▸ Task prompt
For the records below, reproduce exactly the line that contains "Annotation task. Describe" and all subsequent lines, with nothing left out and nothing added.
━━━ Listed records
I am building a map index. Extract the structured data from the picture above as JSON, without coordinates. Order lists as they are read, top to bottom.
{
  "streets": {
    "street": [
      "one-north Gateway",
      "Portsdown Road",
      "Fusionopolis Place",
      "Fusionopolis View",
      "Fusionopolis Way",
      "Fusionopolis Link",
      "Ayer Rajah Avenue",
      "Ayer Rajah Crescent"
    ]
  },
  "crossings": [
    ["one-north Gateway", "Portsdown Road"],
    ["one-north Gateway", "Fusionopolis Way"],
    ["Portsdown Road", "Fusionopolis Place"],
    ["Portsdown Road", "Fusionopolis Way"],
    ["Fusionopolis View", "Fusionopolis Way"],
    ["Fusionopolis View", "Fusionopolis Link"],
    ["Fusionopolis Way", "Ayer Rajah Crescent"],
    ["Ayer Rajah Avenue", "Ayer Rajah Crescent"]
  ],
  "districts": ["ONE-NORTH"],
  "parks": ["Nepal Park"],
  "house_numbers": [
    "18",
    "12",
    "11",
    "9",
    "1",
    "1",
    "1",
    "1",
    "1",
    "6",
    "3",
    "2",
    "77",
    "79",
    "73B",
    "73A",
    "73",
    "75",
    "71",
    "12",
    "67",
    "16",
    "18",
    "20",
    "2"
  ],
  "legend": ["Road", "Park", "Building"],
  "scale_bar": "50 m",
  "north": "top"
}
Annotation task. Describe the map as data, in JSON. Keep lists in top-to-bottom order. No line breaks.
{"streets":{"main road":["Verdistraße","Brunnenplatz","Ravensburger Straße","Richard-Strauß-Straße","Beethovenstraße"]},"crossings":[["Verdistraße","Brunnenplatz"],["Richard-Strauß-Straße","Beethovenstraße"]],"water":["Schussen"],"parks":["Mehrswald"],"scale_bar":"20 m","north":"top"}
━━━━━━
▸ Result for this task
Annotation task. Describe the map as data, in JSON. Keep lists in top-to-bottom order. No line breaks.
{"streets":{"main road":["Verdistraße","Brunnenplatz","Ravensburger Straße","Richard-Strauß-Straße","Beethovenstraße"]},"crossings":[["Verdistraße","Brunnenplatz"],["Richard-Strauß-Straße","Beethovenstraße"]],"water":["Schussen"],"parks":["Mehrswald"],"scale_bar":"20 m","north":"top"}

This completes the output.